Hilfswerk Wien öffnet seine Sozialmärkte für Asylwerber

Einkaufspässe gibt es zudem für subsidiär Schutzberechtigte.

Das Wiener Hilfswerk öffnet seine beiden Sozialmärkte in Neubau (Neustiftgasse 73-75) und Ottakring (Hyrtlgasse 28), in denen von Armut betroffene Bundeshauptstädter günstig Lebensmittel einkaufen können, nun auch für Asylwerber und subsidiär Schutzberechtigte. An diese beiden Gruppen würden ab sofort ebenfalls Einkaufspässe ausgegeben, teilte die Organisation am Mittwochnachmittag mit.

Unterstützung für von Armut betroffene Gruppen

Das Wiener Hilfswerk trägt damit der aktuellen Situation Rechnung und möchte neue von Armut betroffene Gruppen unterstützen, begründete die Hilfsorganisation den Schritt. Im Kundenservice würden zur Überwindung von Sprachbarrieren arabisch-deutsch sprechende Freiwillige eingesetzt, hieß es in einer Aussendung: "Sie übersetzen unsere Infoblätter in die gängigsten Sprachen der Asylwerber, vermitteln bei Problemen oder Unklarheiten und stellen Einkaufsberechtigungen aus."

Nettoeinkommen unter der Armutsgrenze

Um in den Sozialmärkten Kunde sein zu können, braucht man eine Berechtigungskarte.
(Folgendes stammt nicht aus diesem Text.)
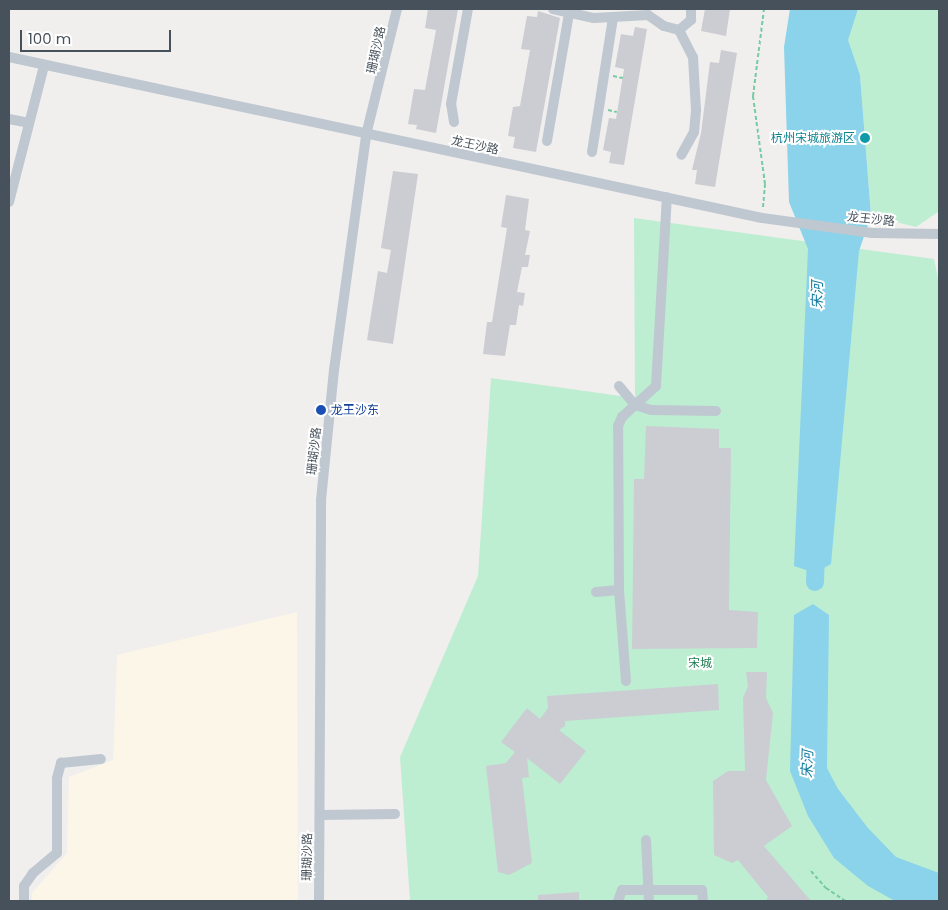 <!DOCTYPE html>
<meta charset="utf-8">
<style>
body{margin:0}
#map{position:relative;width:948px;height:910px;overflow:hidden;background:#f1eeee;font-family:Poppins,"Noto Sans SC",sans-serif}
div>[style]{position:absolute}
.commercial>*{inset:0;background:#fbf6e8}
.green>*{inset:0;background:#bdeed2}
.water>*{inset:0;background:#8bd3ea}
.river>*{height:18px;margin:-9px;padding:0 9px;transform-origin:9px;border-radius:9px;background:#8bd3ea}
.building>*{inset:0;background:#cbcdd3}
.path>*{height:2px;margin-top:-1px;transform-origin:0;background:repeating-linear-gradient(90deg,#76cba4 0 4px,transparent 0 6.5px)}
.minor>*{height:10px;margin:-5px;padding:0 5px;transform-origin:5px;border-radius:5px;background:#bfc8d0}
.dots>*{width:14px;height:14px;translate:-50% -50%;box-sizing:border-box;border:2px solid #fff;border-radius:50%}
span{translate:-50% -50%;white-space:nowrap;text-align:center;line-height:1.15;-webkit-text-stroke:4px #fff;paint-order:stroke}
.street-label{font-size:12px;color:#47515b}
.culture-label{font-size:12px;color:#0d838f}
.right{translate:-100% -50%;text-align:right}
.transit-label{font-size:12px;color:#164399}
.left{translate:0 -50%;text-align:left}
.park-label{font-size:12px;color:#197b4e}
.water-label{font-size:14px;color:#107b9e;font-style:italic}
.frame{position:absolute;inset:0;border:10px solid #47515b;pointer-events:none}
.scale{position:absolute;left:20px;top:30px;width:151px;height:22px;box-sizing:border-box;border:2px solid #47515b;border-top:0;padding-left:6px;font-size:15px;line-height:18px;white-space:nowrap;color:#47515b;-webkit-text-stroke:4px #fff;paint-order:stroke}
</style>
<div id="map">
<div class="commercial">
<div style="clip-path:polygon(297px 612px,298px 901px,32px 901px,32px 893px,67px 853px,69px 777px,113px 760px,117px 655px)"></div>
</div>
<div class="green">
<div style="clip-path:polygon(858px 9px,939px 9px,939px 208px,938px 212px,916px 227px,871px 216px,860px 75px,847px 40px)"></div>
<div style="clip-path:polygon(634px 218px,934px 259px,939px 283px,939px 901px,410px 901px,400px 757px,478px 576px,491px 378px,635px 398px)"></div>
</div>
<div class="water">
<div style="clip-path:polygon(790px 9px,858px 9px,848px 40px,860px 75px,871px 216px,859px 251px,831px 564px,815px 573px,794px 566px,808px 249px,789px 202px,784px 47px)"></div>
<div style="clip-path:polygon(813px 604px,829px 615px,827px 768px,838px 789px,868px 828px,896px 857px,939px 873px,939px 901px,895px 901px,868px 886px,834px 858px,808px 816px,790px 771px,794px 615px)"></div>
</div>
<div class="river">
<div style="left:815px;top:582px;width:33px;rotate:-88deg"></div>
</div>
<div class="building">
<div style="clip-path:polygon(428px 9px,458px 9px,436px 133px,416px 129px,417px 125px,408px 124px,414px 89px,425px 90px,436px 30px,425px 28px)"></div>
<div style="clip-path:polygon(705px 9px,730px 9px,726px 36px,701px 31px)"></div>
<div style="clip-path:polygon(538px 11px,560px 18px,536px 152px,513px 148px,515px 137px,508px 136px,513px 107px,520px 106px,530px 50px,521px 49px,527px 16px,537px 17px)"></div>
<div style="clip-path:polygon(635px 27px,647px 29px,624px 165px,609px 163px,611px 152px,603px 150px,609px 118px,616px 119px,624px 69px,615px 67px,621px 34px,633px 36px)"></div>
<div style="clip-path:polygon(721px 50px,737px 53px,715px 187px,695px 184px,697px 170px,692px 170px,701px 133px,710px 62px,719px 63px)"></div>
<div style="clip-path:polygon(393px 171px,418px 174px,393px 344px,367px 340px,378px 271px,387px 273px,391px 250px,381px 248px)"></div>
<div style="clip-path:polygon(506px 195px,529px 199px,525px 230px,530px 231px,525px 255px,530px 255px,528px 267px,522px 267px,517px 292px,525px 293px,523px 306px,519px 305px,516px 325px,510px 325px,505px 356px,483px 354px,487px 322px,492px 322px,507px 228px,501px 227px)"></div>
<div style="clip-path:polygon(646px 426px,719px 429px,719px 448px,731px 448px,729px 610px,758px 612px,757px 648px,632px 649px,634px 479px,644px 479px)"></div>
<div style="clip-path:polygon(746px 672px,767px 672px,766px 698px,773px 713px,766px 780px,792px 826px,764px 846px,811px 901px,766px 901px,768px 897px,738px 860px,732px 863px,714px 855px,713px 781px,728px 771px,745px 771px,743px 698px,748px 686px)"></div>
<div style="clip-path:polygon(718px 684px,719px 710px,565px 721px,565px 726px,559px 730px,586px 751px,560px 784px,527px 758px,529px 777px,522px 778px,532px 863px,509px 875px,498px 872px,486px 766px,506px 763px,515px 752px,501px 742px,527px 708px,540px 719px,548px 708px,547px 696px)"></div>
<div style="clip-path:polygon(579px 892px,579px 901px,538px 901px,538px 895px)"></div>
</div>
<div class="path">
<div style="left:613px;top:76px;width:10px;rotate:11deg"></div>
<div style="left:608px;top:110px;width:9px;rotate:13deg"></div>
<div style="left:763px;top:207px;width:23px;rotate:-85deg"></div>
<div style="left:765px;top:184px;width:89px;rotate:-97.8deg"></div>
<div style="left:753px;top:96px;width:88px;rotate:-82.8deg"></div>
<div style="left:811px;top:871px;width:23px;rotate:49deg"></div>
<div style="left:826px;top:888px;width:23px;rotate:34deg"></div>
</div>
<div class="minor">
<div style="left:553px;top:9px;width:42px;rotate:12.4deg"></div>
<div style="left:594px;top:18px;width:54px;rotate:-3.2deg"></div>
<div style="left:648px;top:15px;width:19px;rotate:35deg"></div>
<div style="left:664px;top:26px;width:16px;rotate:15deg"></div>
<div style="left:679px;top:30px;width:30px;rotate:63deg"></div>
<div style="left:693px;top:57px;width:53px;rotate:86.8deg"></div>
<div style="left:696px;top:110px;width:22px;rotate:95deg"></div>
<div style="left:694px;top:132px;width:26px;rotate:119deg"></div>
<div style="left:679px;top:30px;width:16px;rotate:-40deg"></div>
<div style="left:691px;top:20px;width:11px;rotate:-90deg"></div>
<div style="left:9px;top:57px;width:770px;rotate:12.07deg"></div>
<div style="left:762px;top:218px;width:111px;rotate:7.8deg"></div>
<div style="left:872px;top:233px;width:67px;rotate:0.9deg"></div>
<div style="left:9px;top:119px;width:20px;rotate:11deg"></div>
<div style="left:454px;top:122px;width:18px;rotate:-99deg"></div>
<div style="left:451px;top:104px;width:97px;rotate:-79.9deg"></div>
<div style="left:547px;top:141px;width:129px;rotate:-80.2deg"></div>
<div style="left:592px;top:152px;width:136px;rotate:-81.1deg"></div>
<div style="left:9px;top:202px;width:140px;rotate:-75.6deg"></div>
<div style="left:619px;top:386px;width:25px;rotate:50deg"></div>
<div style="left:635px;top:405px;width:17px;rotate:17deg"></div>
<div style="left:651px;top:410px;width:65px;rotate:0.9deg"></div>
<div style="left:596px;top:592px;width:23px;rotate:-5deg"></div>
<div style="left:626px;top:681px;width:91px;rotate:-94.4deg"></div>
<div style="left:619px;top:590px;width:164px;rotate:-90.3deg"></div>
<div style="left:618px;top:426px;width:10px;rotate:-66deg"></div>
<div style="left:622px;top:417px;width:46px;rotate:-42.4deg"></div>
<div style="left:656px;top:386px;width:189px;rotate:-86.7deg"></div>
<div style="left:320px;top:815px;width:75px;rotate:-0.8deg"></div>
<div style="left:646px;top:840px;width:61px;rotate:87.2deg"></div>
<div style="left:24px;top:901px;width:15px;rotate:-90deg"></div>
<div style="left:24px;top:886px;width:16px;rotate:-55deg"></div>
<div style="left:33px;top:873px;width:31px;rotate:-40deg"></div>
<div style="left:57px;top:853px;width:75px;rotate:-90deg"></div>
<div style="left:57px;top:778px;width:16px;rotate:-75deg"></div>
<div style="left:61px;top:763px;width:40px;rotate:-5.7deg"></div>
<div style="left:319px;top:901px;width:401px;rotate:-89.7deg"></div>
<div style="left:321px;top:500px;width:131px;rotate:-84.3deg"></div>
<div style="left:334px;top:370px;width:237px;rotate:-82.2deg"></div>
<div style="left:366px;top:135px;width:130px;rotate:-76.2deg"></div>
<div style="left:618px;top:901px;width:12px;rotate:-70deg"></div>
<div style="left:622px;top:890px;width:80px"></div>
<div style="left:702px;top:890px;width:11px;rotate:85deg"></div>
</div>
<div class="dots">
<div style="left:865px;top:138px;background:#0f9aa8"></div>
<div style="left:321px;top:410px;background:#1a4fb4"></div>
</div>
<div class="street-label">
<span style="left:376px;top:50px;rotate:-78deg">珊瑚沙路</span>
<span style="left:475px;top:145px;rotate:12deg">龙王沙路</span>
<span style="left:871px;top:219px;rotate:6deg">龙王沙路</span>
<span style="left:314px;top:451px;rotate:-84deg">珊瑚沙路</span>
<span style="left:307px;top:857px;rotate:-89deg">珊瑚沙路</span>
</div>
<div class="culture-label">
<span class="right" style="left:855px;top:138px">杭州宋城旅游区</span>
</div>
<div class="transit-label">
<span class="left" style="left:331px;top:410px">龙王沙东</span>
</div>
<div class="park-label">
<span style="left:700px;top:663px">宋城</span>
</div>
<div class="water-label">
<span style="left:817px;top:295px;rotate:-90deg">宋河</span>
<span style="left:807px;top:764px;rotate:-88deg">宋河</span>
</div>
<div class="frame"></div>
<div class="scale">100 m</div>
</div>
Diese bekommen grundsätzlich Menschen mit Wohnsitz in Wien, deren Nettoeinkommen gleichzeitig unter der Armutsgrenze liegt. Sie beträgt für Einzelpersonen laut Statistik Austria derzeit 1.161 Euro zwölf Mal im Jahr oder 995 Euro 14 Mal im Jahr. Die Regale werden hauptsächlich mit gespendeten Lebensmitteln und Hygieneartikel befüllt und zu wesentlich billigeren als den handelsüblichen Preisen abgegeben.